● **YOUR GOAL**: Below are lines of data, and only some are wanted. Please repeat exactly those from the line that has "width:78px; height:78px; stroke-width:2.5" through the line that has "display:flex; align-items:center; height:57px;".

(Stored data entries)
- - -

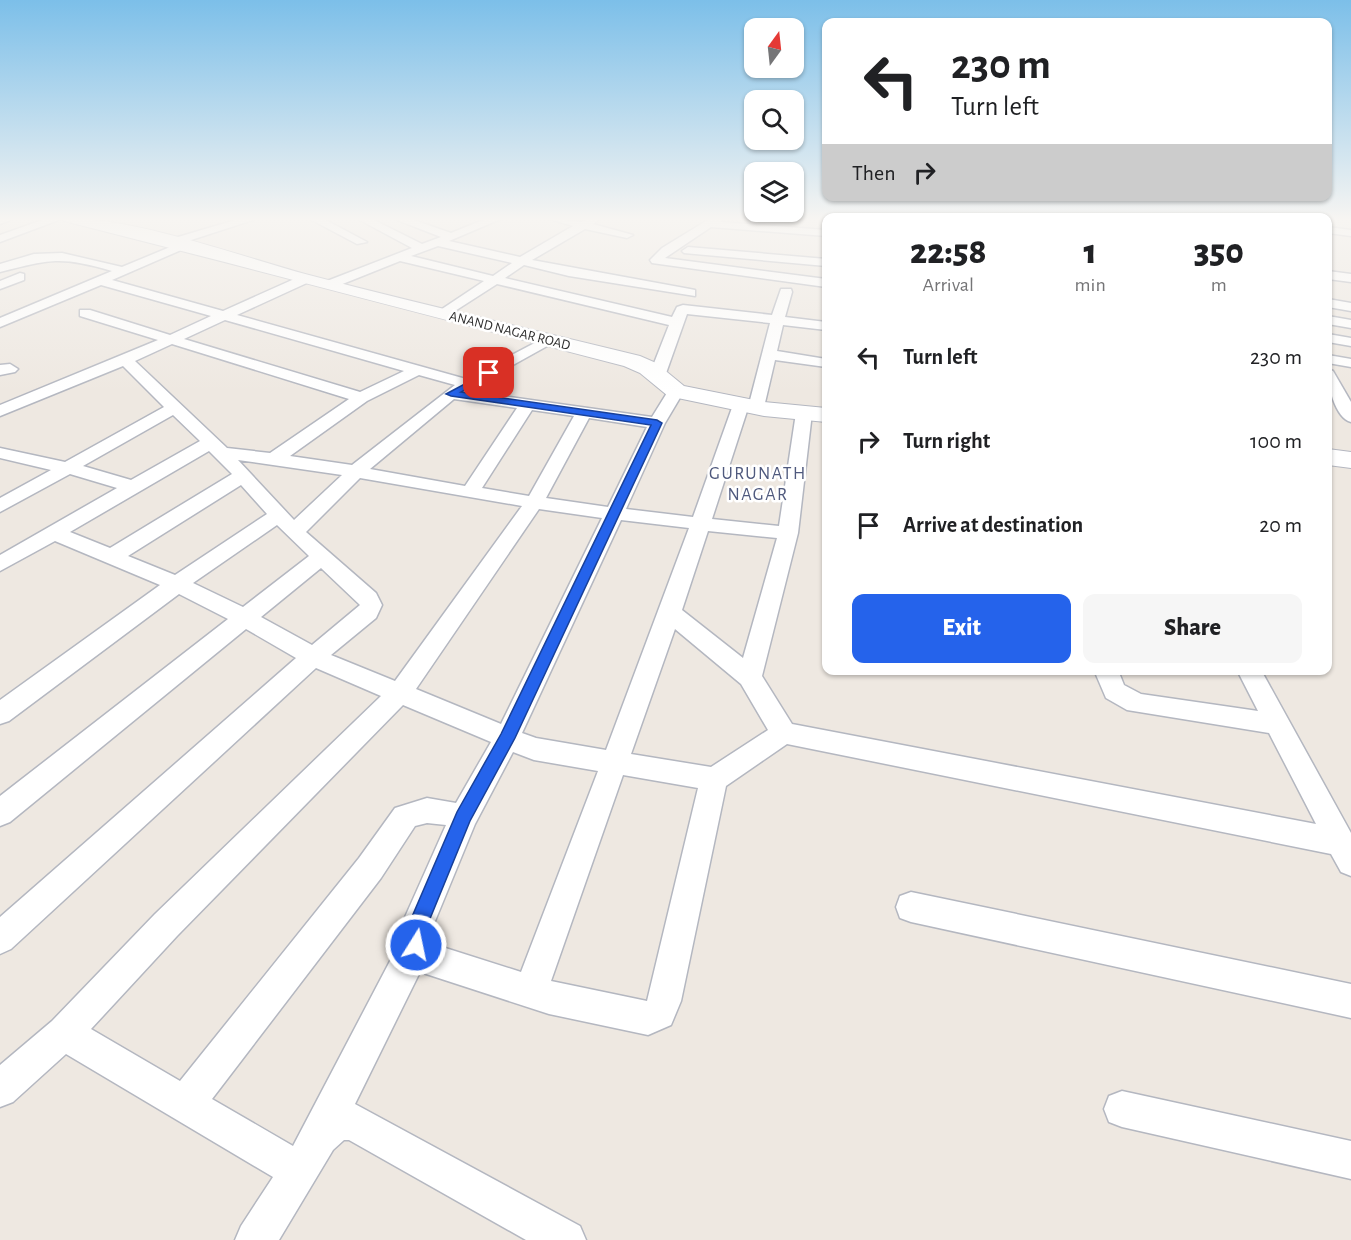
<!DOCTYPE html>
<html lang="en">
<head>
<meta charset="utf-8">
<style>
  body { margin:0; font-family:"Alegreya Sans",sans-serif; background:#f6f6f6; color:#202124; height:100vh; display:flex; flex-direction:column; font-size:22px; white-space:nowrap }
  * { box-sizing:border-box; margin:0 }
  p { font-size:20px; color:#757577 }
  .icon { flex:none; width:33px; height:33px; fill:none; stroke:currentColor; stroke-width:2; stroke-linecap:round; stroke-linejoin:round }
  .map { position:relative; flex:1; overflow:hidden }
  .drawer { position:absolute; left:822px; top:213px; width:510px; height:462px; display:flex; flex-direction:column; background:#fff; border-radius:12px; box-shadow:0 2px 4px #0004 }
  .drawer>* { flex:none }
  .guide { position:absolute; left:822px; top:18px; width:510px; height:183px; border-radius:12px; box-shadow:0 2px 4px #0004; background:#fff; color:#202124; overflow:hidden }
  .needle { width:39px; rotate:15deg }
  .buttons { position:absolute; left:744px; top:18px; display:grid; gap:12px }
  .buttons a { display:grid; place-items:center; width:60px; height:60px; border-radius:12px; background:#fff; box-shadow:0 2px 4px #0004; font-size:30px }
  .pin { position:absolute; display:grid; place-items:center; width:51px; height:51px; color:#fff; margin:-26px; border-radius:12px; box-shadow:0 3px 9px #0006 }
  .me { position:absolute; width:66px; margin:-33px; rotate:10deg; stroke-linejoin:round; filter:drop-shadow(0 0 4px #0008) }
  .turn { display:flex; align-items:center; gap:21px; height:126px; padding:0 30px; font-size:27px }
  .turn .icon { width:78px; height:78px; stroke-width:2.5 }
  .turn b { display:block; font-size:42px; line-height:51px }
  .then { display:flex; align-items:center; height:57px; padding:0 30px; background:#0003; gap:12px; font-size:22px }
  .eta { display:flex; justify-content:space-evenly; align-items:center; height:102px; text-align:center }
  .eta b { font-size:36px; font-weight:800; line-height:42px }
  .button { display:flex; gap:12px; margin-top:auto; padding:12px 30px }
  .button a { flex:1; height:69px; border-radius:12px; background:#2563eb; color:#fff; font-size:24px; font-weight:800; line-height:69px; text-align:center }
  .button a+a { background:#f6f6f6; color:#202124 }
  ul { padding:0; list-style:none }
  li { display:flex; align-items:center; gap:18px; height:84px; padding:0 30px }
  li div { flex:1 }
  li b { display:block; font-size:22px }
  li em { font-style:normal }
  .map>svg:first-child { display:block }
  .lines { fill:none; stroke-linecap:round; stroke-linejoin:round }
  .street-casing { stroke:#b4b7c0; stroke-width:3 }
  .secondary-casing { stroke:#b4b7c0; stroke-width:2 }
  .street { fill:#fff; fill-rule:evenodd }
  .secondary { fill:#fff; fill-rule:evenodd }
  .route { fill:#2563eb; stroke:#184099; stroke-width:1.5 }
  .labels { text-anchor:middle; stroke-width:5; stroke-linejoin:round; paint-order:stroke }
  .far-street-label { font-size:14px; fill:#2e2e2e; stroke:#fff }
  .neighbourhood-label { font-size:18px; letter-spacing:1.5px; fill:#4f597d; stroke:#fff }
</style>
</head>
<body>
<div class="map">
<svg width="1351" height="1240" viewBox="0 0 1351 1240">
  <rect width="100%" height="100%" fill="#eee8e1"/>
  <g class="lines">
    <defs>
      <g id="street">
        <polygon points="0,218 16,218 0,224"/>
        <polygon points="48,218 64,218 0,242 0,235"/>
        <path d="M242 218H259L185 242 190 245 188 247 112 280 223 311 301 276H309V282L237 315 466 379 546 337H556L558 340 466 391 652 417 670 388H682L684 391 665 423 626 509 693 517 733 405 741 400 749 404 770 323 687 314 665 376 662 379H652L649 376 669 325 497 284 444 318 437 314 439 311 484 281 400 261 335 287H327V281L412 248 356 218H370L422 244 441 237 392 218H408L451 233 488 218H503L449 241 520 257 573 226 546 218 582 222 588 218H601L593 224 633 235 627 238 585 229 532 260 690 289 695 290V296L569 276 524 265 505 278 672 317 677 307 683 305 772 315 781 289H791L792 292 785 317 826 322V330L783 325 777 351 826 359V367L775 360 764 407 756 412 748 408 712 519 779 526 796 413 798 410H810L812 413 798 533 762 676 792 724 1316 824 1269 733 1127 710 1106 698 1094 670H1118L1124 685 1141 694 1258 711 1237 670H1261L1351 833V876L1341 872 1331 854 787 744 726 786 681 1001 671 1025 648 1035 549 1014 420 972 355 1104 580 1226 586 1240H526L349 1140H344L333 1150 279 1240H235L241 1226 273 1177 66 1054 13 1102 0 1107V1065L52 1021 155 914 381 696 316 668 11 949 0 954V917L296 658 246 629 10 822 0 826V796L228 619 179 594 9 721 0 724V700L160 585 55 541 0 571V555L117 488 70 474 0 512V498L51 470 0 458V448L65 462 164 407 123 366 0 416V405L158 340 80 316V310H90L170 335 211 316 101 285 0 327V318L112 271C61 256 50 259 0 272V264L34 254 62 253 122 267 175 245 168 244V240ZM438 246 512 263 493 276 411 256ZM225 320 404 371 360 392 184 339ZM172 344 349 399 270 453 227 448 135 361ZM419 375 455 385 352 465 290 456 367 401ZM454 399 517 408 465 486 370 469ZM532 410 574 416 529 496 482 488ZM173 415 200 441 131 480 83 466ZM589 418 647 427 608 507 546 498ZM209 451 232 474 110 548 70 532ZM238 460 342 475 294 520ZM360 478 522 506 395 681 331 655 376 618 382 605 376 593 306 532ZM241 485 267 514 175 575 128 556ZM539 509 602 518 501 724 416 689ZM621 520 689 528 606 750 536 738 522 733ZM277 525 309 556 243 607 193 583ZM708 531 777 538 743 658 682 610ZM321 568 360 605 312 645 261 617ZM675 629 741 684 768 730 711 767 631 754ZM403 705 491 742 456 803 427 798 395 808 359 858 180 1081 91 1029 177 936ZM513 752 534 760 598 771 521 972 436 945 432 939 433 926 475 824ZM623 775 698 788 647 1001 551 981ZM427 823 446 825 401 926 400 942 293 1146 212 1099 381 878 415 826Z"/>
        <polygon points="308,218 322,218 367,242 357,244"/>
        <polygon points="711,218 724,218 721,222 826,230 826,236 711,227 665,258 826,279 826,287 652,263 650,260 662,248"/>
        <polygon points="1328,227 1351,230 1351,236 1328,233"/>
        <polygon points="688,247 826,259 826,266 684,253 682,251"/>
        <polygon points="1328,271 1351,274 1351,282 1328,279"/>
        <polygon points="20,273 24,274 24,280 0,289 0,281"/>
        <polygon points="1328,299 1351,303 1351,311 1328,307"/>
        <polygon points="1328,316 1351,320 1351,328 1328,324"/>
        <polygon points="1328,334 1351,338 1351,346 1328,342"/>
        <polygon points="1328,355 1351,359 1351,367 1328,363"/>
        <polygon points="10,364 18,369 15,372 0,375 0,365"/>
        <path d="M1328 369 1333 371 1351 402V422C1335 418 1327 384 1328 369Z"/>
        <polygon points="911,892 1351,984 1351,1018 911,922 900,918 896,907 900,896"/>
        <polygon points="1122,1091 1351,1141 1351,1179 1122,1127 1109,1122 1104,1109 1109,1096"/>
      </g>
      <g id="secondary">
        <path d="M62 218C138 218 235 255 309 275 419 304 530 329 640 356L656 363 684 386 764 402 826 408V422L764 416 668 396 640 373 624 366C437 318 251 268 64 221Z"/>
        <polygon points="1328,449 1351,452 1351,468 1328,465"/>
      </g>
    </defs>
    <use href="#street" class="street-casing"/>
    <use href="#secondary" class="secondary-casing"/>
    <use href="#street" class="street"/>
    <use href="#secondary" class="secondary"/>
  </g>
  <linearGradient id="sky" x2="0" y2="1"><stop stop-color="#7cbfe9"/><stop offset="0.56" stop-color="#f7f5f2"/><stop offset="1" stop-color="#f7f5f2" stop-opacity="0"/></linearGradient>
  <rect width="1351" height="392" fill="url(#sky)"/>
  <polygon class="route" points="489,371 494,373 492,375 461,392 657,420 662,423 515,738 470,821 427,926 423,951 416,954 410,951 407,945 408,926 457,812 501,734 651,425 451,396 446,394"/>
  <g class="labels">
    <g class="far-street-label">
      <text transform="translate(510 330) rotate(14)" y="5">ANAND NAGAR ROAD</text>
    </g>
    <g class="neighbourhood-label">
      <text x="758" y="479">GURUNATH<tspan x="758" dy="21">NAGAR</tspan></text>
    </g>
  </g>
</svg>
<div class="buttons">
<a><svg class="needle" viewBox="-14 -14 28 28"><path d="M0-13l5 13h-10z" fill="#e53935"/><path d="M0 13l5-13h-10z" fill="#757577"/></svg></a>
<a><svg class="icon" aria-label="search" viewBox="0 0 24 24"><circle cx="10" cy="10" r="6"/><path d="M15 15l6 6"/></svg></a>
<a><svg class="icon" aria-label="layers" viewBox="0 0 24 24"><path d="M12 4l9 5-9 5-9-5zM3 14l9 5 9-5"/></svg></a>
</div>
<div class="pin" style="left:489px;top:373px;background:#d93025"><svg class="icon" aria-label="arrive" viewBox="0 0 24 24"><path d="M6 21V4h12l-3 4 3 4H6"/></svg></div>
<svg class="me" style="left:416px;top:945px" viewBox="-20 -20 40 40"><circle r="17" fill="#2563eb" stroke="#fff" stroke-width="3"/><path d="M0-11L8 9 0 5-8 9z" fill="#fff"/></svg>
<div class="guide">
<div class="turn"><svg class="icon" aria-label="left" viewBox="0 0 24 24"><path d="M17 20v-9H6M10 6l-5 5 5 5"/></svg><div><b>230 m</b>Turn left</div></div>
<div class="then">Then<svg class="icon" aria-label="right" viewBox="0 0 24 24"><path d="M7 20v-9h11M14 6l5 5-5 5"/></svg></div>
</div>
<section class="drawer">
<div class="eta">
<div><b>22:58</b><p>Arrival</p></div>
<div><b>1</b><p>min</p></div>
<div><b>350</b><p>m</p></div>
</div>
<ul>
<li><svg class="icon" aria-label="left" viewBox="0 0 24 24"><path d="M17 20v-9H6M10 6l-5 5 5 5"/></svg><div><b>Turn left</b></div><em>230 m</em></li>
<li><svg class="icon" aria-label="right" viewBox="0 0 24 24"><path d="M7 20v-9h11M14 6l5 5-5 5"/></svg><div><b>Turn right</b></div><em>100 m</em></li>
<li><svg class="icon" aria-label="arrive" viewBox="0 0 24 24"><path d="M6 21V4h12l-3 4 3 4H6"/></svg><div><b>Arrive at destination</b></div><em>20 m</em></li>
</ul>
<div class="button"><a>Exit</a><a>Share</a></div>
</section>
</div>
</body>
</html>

- - -

● **WRITTEN SOLUTION**:
  .turn .icon { width:78px; height:78px; stroke-width:2.5 }
  .turn b { display:block; font-size:42px; line-height:51px }
  .then { display:flex; align-items:center; height:57px; padding:0 30px; background:#0003; gap:12px; font-size:22px }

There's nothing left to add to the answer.